3.3. The Governing Equation

Based on the above basic assumptions and geometric model, the fluid flow between the sealing interfaces is defined as a steady flow and satisfies the simplified N-S equation [24]. The simplified N-S equation in the x-direction is written as:

$$\rho \left(u\frac{\partial u}{\partial x}+v\frac{\partial u}{\partial y}\right)=-\frac{\partial p}{\partial x}+\mu \left(\frac{{\partial }^{2}u}{\partial x^2}+\frac{{\partial }^{2}u}{\partial y^2}\right)$$

(3)

The simplified N-S equation in the y-direction is written as:

$$\rho \left(u\frac{\partial v}{\partial x}+v\frac{\partial v}{\partial y}\right)=-\frac{\partial p}{\partial y}+\mu \left(\frac{{\partial }^{2}v}{\partial x^2}+\frac{{\partial }^{2}v}{\partial y^2}\right)$$

(4)

where x and y are coordinate vectors, u and v are velocities along the x and y directions, respectively, ρ is the sealing medium density, μ is the sealing medium viscosity, and p is the sealing medium pressure.

The continuity equation is:

$$\frac{\partial u}{\partial x}+\frac{\partial v}{\partial y}=0$$

(5)

Equations (3)–(5) are governing equations for solving the flow field of the sealing interface based on the N-S equation.

3.4. Boundary Conditions and Solver Settings

Given that Reynolds boundary conditions are close to the actual liquid film distribution and are adopted in the numerical analysis, they are used to define the boundary conditions of the computational region [25,26]. The specific settings are in

Table 1. Boundary condition settings.

Boundary Conditions	Boundary Type and Values
Deflector hole, E	pressure-inlet (P|E = po), po = 0.1–0.9 MPa
Inner diameter, AB	pressure-outlet (P|AB = pi), pI = 0
Outer diameter, CD	pressure-outlet (P|CD = po), po = 0.1–0.9 MPa
Annular groove, FG, HI	periodic boundary (P|FG = P|HI)
Liquid film, AD, BC	periodic boundary (P|AD = P|BC)
Bottom surface of deflector hole and upper surface of annular groove	interface
Bottom surface of annular groove and upper surface of liquid film	interface
Bottom surface of liquid film and upper surface of spiral groove	interface
Spiral groove outlet, JK and diffuser ring inner diameter side, LM	interface
Bottom surface of spiral groove	moving wall
Both sides and inner diameter side of spiral groove	moving wall
The rest of the walls	stationary wall

.

Since the governing Equations (3)–(5) are nonlinear partial differential equations, they cannot be solved analytically; therefore, the computational fluid dynamics (CFD) is used to solve the flow filed [27]. The selected solver parameters are listed as follows: three-dimensional double-precision solver, non-viscous fluid, steady-state laminar flow, “SIMPLEC” algorithm for pressure-velocity coupled computation, central differencing, and second upwind schemes for the discretization of diffusion and convective terms, respectively, and absolute convergence accuracy is 10⁻⁶. “SIMPLEC” algorithm is an abbreviation for SIMPLE consistent, meaning coordinated “SIMPLE” algorithm (Semi-Implicit Method for Pressure Linked Equations).

3.5. Meshing Generation

The hexahedral structural mesh in the ICEM module is used to divide the computational region.
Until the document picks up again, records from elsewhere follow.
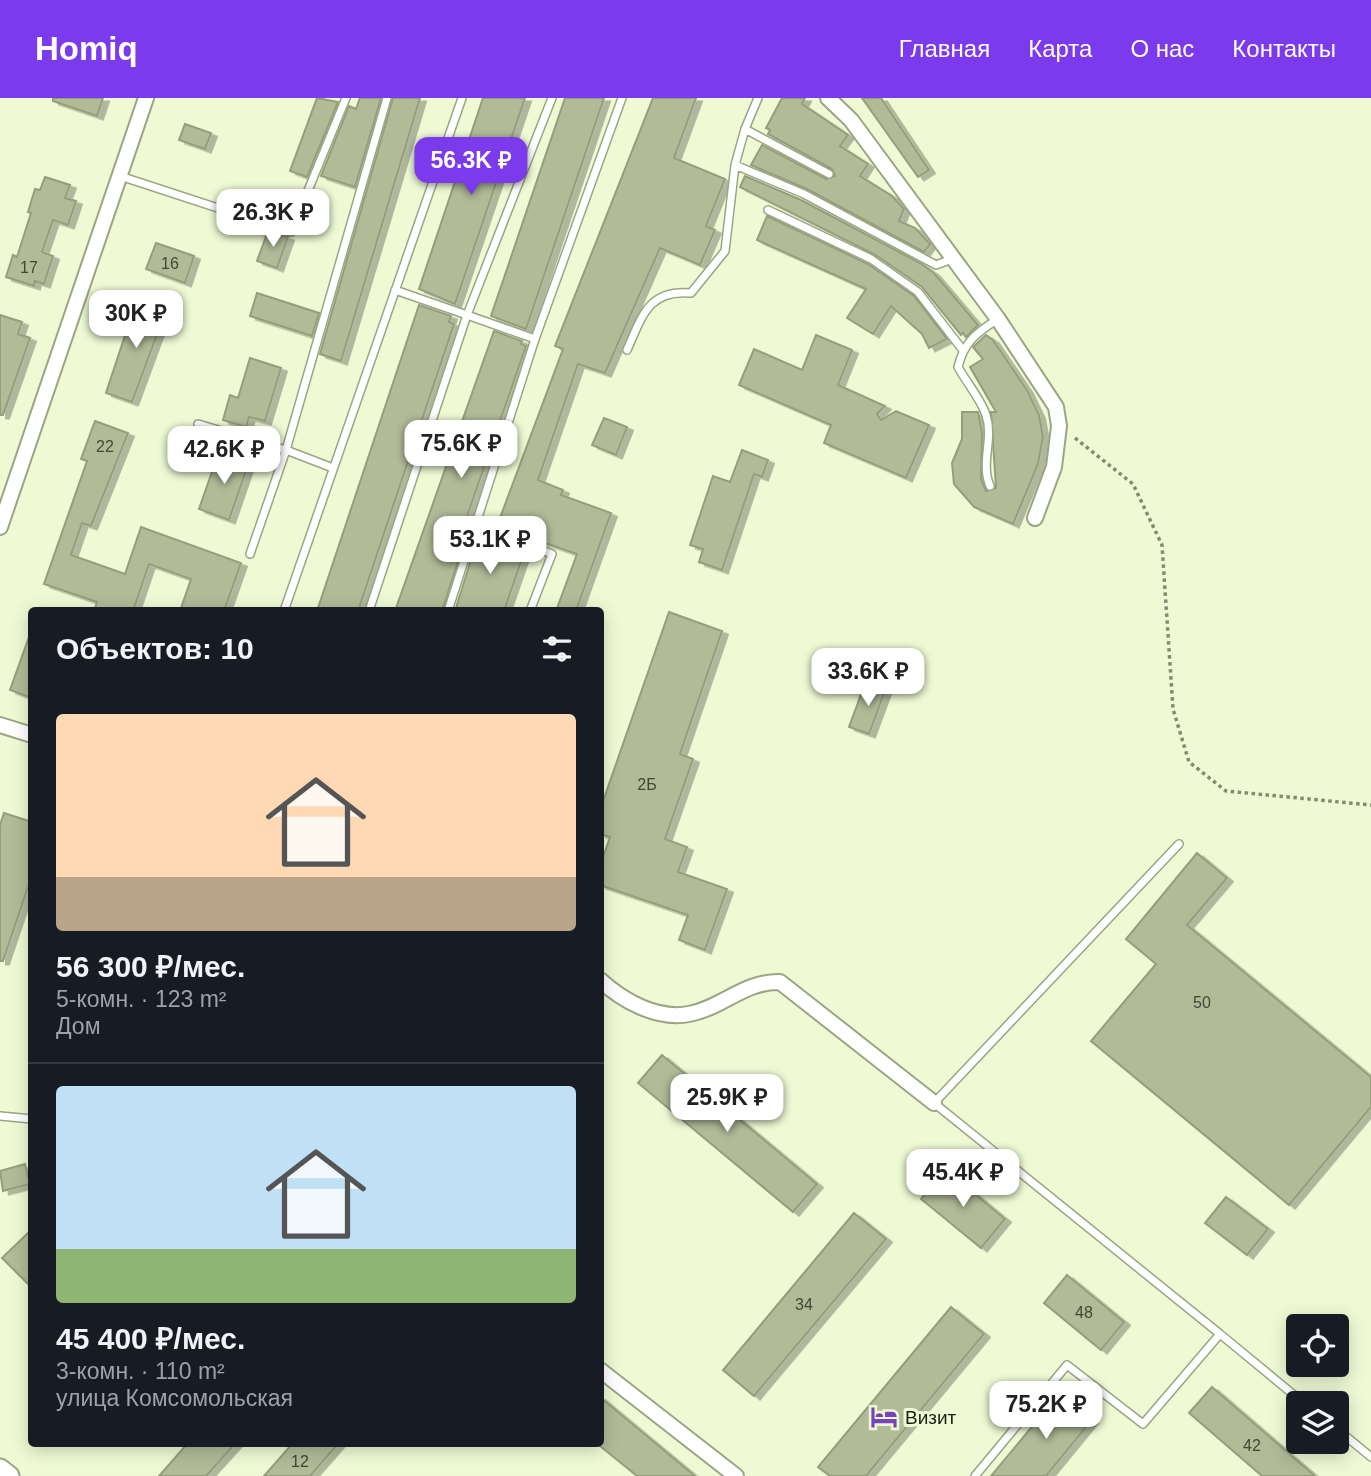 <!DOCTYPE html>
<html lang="ru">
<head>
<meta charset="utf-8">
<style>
  body { margin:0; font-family:Arial,sans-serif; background:#242831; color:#f1f3f6; height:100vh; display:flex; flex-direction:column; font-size:26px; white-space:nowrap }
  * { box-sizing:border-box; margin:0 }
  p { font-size:23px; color:#9ea1a6 }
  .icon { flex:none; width:38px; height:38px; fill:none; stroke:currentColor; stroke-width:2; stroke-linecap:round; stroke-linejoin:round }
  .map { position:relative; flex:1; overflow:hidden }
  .details { position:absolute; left:28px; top:509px; width:576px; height:840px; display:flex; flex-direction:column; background:#171b24; border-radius:7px; box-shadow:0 4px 18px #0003 }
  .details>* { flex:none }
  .controls { position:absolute; left:1286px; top:1216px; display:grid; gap:14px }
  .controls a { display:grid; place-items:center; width:63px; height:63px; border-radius:7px; background:#171b24; box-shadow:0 4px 18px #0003; font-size:35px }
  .price { position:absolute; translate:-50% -60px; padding:0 16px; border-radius:14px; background:#fff; color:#222; font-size:23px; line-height:46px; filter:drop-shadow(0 2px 4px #0008) }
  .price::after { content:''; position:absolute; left:50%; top:42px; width:21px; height:16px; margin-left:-10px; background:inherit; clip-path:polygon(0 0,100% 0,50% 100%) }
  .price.active { background:#7c3aed; color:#fff }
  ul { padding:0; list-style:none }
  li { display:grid; align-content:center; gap:14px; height:371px; padding:0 28px }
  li+li { border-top:2px solid #363941 }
  li span { display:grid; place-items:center; height:217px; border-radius:7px; color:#555 }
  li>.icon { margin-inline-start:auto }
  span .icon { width:126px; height:126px; fill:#fffc; stroke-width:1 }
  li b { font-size:30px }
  h2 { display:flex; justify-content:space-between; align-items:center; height:84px; padding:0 28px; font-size:30px }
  header { display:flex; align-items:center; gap:42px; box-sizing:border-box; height:98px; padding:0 35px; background:#7c3aed; color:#fff }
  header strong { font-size:33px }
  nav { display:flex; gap:38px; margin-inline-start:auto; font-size:24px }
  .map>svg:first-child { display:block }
</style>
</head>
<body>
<header>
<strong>Homiq</strong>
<nav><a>Главная</a><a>Карта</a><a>О нас</a><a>Контакты</a></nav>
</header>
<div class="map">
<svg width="1371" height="1378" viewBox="0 0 1371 1378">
  <defs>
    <filter id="shadow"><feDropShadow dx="6" dy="3.5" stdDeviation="0" flood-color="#0004"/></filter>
  </defs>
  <rect width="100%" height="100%" fill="#effad5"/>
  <path fill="#b1bb98" stroke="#959e7c" stroke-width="2" filter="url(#shadow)" d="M53,0h50l-6,18 -44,-15z
    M317,0l21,4 -31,75 -17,-6z
    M360,0h21l-26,89 -34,-11 28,-70 7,3z
    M393,0h27l-79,263 -21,-7z
    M483,0h42l-70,206 -36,-15z
    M565,0h39l-78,231 -35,-13z
    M653,0h43l-22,60 51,21 -19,47 9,4 -15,35 -40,-17 -55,125 -27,-9 -40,116 25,10 -2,5 50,18 -35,98h-20l21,-57 -80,-28 66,-177 -8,-3z
    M782,0h23l-3,6 46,31 -8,11 28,18 -8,12 32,20 12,13 -5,12 16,7 15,16 -6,8 -117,-63 -56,-24 11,-20 64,34 9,-3 -3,-7 -64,-35 2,-4 -4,-2z
    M862,0h19l48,72 -11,7z
    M185,26l26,9 -6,16 -26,-9z
    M745,78l56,24 119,63 14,10 44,52 -12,12 -3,-4 -2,2 -39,-48 -48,-33 -134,-67z
    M45,79l25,8 -5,13 11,3 -8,24 -15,-5 -11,32 11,4 -9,28 -9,-3 -1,5 -28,-9 7,-22 4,2 14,-44 -3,-1 7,-23 5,1z
    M767,118l101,48 46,32 33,43 -18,9 -7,-14 -31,-28 -18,28 -26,-16 19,-29 -109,-49z
    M268,133l20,6 -11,31 -20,-7z
    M156,145l38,13 -9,27 -39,-14z
    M257,195l62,20 -7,23 -62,-20z
    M137,201l29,11 -34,92 -26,-9z
    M419,207l32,11 -2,6 5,2 -96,287h-41z
    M0,217l22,7 -4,12 12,4 -27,77h-3z
    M494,233l28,10 -1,3 5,2 -63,182 5,2 -26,81h-47z
    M816,237l36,15 -14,35 47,21 -8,8 4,6 15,-9 33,14 -23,53 -82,-35 7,-18 -92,-40 15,-36 48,21z
    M986,237l7,5 34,50 12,25 4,22 -5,27 -25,60 -39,-17 -20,-23 -2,-21 10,-24v-27h16l4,21 -1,46 5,12 10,-3 -5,-76h5l-26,-45 13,-8 -10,-12z
    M250,260l31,10 -16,53 -16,-4 -3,10 -23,-7 7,-25 8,3z
    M604,320l23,9 -11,28 -24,-10z
    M95,323l33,12 -37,93 -9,-3 -11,32 54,19 16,-47 100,36 -17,48h-44l11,-32 -42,-15 -16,47h-39l3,-9 -53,-18 43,-123 -6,-2z
    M742,352l26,10 -6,17 -8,-3 -32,96 -23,-8 4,-13 -13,-4 23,-69 17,6z
    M219,354l30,10 -20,58 -30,-11z
    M479,436l46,16 -21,61h-49z
    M669,514l53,19 -42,123 13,5 -28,80 22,8 -9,25 49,17 -22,61 -26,-10 9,-25 -88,-30v-19l10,-29 -10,-3v-24z
    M29,539h3v61l-22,-8z
    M866,583l20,7 -17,46 -20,-7z
    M4,715l28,9v53l-29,86h-3v-136z
    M1197,755l30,25 -40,47 184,152v30l-82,98 -198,-164 65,-77 -30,-25z
    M662,957l155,129 -24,28 -155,-129z
    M25,1066l5,20 -27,7 -3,-20z
    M946,1072l59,49 -24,29 -60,-49z
    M1226,1099l42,32 -21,26 -42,-32z
    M854,1115l32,26 -132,157 -31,-26z
    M32,1131v59l-30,-30z
    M1067,1177l57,47 -23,28 -57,-47z
    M951,1209l33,27 -118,142h-36l-12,-9z
    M1212,1289l103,89h-53l-73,-63z
    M1060,1295l32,27 -46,56h-55z
    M600,1299l95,79h-58l-37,-30z
    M187,1346h48l-29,32h-47z
    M292,1346h46l-28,32h-46z"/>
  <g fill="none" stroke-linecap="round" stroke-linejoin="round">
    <g stroke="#9ba583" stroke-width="10">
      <path id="service" d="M745,31l84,45
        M735,67l69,29 132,71 16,-6
        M120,78l171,56 55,-134
        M768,112l103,49 47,33 44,57
        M535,241l-68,-24 85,-217
        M627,252c15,-33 21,-61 64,-57l34,-42 10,-86 10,-36 13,-31
        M198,326l88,26 47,18
        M990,388c-10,-23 4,-47 -4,-71 -5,-16 -20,-33 -28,-48 6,-25 18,-34 40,-48
        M476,426l76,30 -22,57
        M250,456l36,-104 101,-352
        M284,513l178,-513
        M369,513l98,-296 -72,-25
        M448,513l87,-272 87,-241
        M0,1018l32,3
        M1220,1236l85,70
        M1337,1331l34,28
        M975,1378l92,-111 76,59 77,-90 -286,-231 245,-259"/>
    </g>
    <g stroke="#9ba583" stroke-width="18">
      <path id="minor" d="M828,0l23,22 147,199 58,88 3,19 -5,41 -19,51
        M0,429l146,-429
        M0,627l32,10
        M600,882c23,21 57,40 89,34 33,-6 55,-33 91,-32l154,121
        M600,1272l136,106"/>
    </g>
    <g stroke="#9ba583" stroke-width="23">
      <path id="tertiary" d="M0,1371l9,7"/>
    </g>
    <path stroke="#828a71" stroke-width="3.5" stroke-dasharray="3.5 3.5" stroke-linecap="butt" d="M1075,340l58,46 29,61 11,164 16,53 37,29 145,14"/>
    <use href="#service" stroke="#fff" stroke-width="7"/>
    <use href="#minor" stroke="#fff" stroke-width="14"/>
    <use href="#tertiary" stroke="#fff" stroke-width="19"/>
  </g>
  <defs>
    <g id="hotel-bare" transform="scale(2.1)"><path d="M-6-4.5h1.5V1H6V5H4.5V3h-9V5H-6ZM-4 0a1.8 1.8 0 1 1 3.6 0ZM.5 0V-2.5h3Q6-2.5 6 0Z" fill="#7843ba" stroke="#effad5" stroke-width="2.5" paint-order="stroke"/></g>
  </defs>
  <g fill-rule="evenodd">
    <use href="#hotel-bare" x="884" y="1319"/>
  </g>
  <g text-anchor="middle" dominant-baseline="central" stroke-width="6" stroke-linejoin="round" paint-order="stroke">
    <g font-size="16" fill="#424835">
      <text x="170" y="165">16</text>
      <text x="29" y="169">17</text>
      <text x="105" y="348">22</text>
      <text x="647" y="686">2Б</text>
      <text x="1202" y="904">50</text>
      <text x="804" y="1206">34</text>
      <text x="1084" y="1214">48</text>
      <text x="1252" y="1347">42</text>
      <text x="300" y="1363">12</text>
    </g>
    <g font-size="19" fill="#1d2114" stroke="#effad5" text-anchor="start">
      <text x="905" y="1319">Визит</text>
    </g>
  </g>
</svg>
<div class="controls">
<a><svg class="icon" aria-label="locate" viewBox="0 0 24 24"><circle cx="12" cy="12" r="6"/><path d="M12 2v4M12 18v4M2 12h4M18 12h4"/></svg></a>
<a><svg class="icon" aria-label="layers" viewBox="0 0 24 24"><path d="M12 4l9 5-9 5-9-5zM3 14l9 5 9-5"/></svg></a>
</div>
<b class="price active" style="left:471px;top:99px">56.3K ₽</b>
<b class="price" style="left:273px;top:151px">26.3K ₽</b>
<b class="price" style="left:136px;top:252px">30K ₽</b>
<b class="price" style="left:461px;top:382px">75.6K ₽</b>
<b class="price" style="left:224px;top:388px">42.6K ₽</b>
<b class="price" style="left:490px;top:478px">53.1K ₽</b>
<b class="price" style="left:868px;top:610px">33.6K ₽</b>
<b class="price" style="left:727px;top:1036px">25.9K ₽</b>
<b class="price" style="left:963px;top:1111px">45.4K ₽</b>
<b class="price" style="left:1046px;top:1343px">75.2K ₽</b>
<section class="details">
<h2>Объектов: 10<svg class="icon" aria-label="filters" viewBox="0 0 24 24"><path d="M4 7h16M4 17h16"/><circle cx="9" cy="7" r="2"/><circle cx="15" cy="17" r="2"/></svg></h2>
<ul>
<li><span style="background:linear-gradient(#ffd9b3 75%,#b9a48a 0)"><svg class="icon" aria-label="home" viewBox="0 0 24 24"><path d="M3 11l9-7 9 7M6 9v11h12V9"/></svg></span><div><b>56 300 ₽/мес.</b><p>5-комн. · 123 m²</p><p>Дом</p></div></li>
<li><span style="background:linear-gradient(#bfe0f5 75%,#8fb573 0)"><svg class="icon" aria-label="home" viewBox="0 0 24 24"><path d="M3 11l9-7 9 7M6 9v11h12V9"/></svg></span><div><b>45 400 ₽/мес.</b><p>3-комн. · 110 m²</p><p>улица Комсомольская</p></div></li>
</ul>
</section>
</div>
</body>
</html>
Since the film thickness is on the micrometer scale and thus several orders of magnitude lower compared to other dimensions, the number of nodes on the model boundary is adopted to ensure the overall mesh quality, ensuring the high calculation accuracy [28]. As shown in Figure 4a, the grid independence is verified to determine the number of computational grids. The effects of mesh quality, calculation cost, and calculation accuracy are comprehensively considered; when the number of meshes in the computational domain increases to 1.27 million, the obtained opening force and leakage rate results remained unchanged. The mesh quality is checked by the quality inspection tool in ICEM, as illustrated in Figure 4b. The number indicating the mesh quality is above 0.7, and 97.024% of the meshes are in the interval of 0.95 to 1. The mesh is of high quality and can be used for calculation.

4. Results and Discussion

The structural and operating parameters of the diffuser groove self-pumping hydrodynamic pressure mechanical seals used in the calculation are provided in

Table 2. Boundary condition parameters.

Parameters	Value
Outer radius of the sealing ring rk/mm	32.5~35
Outer radius of the spiral groove ro/mm	30.6
Sealing medium	Water
Root radius of the spiral groove rg/mm	23.875
Inner radius of the sealing ring ri/mm	15.875
Spiral groove depth (diffuser groove inlet depth) hg = hki, /μm	30~60
Film thickness hc/μm	3
Width ratio of groove to diffuser groove γ	0.4–0.9
Groove number Ng	22~34
Helix angle α/(°)	22~50
Annular groove width L/mm	2
Annular groove depth H/mm	0.5
Diameter of deflector hole, D/mm	2
Differential pressure of the sealing medium Δp/MPa	0.1~0.9
Rotating speed n/r·min−1	500~10,000

.

4.1. The Calculation Method Verification

The accuracy of the applied Fluent calculation method is verified in the previous study (reference [20]). As shown in Figure 5, the results have shown that the algorithm can calculate the flow field of the diffuser self-pumping hydrodynamic mechanical seal more accurately.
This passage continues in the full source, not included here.